Exercise material Block Start
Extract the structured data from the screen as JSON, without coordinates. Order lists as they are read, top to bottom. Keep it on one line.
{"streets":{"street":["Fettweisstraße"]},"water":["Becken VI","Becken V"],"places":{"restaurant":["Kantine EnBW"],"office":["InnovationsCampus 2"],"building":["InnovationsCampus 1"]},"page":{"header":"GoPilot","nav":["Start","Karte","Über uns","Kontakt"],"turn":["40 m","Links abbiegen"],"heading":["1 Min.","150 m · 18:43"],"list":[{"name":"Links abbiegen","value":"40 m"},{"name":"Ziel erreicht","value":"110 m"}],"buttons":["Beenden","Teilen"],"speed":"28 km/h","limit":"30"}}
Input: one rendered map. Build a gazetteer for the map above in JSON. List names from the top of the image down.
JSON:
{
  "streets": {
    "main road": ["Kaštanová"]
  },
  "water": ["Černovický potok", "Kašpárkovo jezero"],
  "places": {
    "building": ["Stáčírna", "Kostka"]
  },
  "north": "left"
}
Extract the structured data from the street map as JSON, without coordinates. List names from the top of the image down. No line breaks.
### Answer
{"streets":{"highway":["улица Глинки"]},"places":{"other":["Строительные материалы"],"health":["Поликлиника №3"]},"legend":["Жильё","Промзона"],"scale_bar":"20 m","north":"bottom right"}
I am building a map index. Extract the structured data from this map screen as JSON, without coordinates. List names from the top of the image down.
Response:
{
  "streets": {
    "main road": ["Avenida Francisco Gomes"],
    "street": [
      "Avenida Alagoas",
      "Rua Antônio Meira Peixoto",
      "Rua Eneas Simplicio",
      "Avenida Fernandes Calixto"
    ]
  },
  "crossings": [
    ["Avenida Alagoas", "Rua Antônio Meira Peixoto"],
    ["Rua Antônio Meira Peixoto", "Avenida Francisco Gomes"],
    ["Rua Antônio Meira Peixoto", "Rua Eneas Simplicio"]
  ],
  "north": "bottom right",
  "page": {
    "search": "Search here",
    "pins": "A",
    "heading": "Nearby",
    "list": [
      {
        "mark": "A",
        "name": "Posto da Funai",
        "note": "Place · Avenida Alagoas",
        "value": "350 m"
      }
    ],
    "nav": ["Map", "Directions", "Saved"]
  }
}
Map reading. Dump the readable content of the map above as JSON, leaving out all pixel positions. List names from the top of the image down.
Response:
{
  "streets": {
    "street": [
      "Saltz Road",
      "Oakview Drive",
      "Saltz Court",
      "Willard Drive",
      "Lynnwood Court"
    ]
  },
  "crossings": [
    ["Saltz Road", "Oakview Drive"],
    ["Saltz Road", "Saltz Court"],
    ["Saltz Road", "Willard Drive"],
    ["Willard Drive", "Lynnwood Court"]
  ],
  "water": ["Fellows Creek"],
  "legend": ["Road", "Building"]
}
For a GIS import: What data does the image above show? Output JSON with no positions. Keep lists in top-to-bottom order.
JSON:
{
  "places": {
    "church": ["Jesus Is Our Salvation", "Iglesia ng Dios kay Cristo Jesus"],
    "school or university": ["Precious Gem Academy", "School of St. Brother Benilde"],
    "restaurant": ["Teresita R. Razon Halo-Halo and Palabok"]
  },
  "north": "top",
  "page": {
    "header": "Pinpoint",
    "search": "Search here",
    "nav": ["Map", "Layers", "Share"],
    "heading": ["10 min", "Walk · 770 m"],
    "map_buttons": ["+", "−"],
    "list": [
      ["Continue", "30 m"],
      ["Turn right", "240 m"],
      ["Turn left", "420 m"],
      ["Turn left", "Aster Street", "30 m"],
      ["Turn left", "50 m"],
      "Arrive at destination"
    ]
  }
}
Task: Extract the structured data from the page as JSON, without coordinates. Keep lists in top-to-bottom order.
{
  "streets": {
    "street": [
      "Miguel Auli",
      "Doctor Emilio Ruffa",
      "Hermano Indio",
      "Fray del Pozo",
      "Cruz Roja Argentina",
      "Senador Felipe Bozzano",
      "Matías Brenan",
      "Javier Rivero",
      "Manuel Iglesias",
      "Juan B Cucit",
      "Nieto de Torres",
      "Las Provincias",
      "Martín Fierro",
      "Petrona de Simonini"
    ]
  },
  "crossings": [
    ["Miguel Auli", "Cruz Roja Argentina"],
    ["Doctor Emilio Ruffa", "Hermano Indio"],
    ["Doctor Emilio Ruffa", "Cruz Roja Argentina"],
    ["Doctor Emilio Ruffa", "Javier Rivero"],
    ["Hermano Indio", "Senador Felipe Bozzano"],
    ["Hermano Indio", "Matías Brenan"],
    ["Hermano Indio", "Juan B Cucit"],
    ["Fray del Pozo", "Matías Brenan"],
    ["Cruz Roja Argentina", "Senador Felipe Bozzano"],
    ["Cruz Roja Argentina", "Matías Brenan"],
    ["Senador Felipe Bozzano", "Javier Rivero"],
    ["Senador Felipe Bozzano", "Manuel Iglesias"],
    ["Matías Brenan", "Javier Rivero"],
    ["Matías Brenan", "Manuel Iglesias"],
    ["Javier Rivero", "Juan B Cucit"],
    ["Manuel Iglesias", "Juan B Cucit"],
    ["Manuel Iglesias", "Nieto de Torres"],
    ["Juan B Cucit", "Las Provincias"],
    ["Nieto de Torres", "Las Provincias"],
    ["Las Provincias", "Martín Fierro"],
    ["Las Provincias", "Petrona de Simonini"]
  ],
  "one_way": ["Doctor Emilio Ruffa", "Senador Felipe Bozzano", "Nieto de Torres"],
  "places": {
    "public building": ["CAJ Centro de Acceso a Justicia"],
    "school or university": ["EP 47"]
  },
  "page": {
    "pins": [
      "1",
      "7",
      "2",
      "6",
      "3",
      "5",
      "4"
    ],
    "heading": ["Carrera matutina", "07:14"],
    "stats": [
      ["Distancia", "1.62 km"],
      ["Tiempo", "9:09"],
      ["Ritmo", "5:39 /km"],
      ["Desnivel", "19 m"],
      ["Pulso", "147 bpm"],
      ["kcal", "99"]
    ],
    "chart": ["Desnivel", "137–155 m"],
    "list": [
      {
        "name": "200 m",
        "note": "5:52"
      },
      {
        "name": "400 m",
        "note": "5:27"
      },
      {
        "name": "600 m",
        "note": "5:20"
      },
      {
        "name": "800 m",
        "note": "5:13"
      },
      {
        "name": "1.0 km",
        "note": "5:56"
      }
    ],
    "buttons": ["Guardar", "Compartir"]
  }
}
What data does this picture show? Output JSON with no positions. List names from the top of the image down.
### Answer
Exercise material Block End
Description of the task »
Indicate how many lines in the records above include the word "What", giving no other content.

Solved problem »
2